When Do Special Interests Run Rampant? Disentangling the Role of Elections, Incomplete Information and Checks and Balances in Banking Crises
44 Pages Posted: 20 Apr 2016
Date Written: November 30, 1999
Abstract
Government responses to banking crises are less likely to favor special interest groups when elections are near, voters are better informed about the costs of inefficient government decisions, and governments have multiple veto players.
Keefer investigates the political determinants of government decisions that benefit special interest groups - especially government decisions to deal with banking crises. He finds that the better informed the voters, the more proximate elections, and the larger the number of political veto players (conditional on the costs to voters of relevant policy decisions), the smaller the government's fiscal transfers are to the financial sector and the less likely the government is to exercise forbearance in dealing with insolvent financial institutions.

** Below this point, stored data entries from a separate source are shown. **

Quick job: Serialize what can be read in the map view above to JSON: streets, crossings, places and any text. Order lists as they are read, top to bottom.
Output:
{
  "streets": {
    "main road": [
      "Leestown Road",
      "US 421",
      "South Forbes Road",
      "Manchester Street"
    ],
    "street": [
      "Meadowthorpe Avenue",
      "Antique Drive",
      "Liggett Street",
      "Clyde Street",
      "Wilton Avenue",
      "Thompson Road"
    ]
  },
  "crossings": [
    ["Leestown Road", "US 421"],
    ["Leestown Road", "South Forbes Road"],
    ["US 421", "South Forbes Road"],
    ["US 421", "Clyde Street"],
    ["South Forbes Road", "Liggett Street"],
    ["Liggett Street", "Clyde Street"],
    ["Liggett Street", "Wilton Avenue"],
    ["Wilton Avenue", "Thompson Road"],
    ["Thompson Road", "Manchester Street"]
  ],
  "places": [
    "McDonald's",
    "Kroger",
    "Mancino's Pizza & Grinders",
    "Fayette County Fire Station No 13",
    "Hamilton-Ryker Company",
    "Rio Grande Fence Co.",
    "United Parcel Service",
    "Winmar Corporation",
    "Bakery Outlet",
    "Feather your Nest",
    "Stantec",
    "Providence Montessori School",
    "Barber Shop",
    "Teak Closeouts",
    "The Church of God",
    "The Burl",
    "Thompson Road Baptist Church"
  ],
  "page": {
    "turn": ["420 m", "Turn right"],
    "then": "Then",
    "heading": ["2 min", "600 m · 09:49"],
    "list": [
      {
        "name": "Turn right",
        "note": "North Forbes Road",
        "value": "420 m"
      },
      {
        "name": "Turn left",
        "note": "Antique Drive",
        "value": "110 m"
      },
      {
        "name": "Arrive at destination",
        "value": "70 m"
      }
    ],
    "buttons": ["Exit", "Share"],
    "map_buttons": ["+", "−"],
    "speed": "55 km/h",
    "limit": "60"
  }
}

The results suggest that policies that might be appropriate for mitigating banking crises in the United States might be less effective in settings where voters are less informed, where elections are less competitive, and where there are fewer veto players, because in these settings checks and balances are missing. These policies include:
Disseminating information about the costs of inefficient government decisions. Improving the structure of legislative regulatory oversight. Intervening early in insolvent banks. Keefer concludes that the more veto players there are, the less likely policies are to favor special interest groups (contrary to previous views). Moreover, the closer the elections, the less likely policies are to favor special interest groups.
This paper - a product of Regulation and Competition Policy, Development Research Group - is part of a larger effort in the group to explore the policy consequences of political and social institutions.